*Task statement*:
Which lines in the data below contain the string "place"? Show each one.

*Exercise material*:
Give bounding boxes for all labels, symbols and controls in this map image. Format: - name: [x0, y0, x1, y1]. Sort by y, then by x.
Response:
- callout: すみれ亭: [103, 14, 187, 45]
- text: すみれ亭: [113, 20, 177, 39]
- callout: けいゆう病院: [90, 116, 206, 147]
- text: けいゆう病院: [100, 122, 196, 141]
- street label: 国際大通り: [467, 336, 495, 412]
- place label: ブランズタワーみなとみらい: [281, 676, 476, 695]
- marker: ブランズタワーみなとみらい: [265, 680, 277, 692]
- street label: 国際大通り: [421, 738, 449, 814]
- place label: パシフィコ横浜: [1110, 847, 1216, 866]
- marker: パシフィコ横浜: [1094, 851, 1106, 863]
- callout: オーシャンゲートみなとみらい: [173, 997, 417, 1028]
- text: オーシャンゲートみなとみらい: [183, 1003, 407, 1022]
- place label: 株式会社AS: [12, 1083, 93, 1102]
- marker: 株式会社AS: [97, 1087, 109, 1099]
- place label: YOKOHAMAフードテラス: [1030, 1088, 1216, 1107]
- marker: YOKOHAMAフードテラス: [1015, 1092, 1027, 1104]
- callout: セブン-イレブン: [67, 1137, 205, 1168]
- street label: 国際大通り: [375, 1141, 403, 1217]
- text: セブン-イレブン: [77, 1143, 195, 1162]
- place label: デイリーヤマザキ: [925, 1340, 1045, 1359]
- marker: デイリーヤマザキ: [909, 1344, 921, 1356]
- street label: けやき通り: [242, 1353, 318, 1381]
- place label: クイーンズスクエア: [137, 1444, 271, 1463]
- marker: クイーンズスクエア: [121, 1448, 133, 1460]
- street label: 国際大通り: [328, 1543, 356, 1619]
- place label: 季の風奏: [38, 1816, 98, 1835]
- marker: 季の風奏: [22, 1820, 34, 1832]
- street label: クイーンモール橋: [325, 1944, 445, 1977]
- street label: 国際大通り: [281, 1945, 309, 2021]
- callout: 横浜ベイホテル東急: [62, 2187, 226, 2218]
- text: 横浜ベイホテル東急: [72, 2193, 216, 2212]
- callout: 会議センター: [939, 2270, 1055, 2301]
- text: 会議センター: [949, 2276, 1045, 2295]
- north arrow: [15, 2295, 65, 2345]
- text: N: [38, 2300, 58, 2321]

*Response for this exercise*:
- place label: ブランズタワーみなとみらい: [281, 676, 476, 695]
- place label: パシフィコ横浜: [1110, 847, 1216, 866]
- place label: 株式会社AS: [12, 1083, 93, 1102]
- place label: YOKOHAMAフードテラス: [1030, 1088, 1216, 1107]
- place label: デイリーヤマザキ: [925, 1340, 1045, 1359]
- place label: クイーンズスクエア: [137, 1444, 271, 1463]
- place label: 季の風奏: [38, 1816, 98, 1835]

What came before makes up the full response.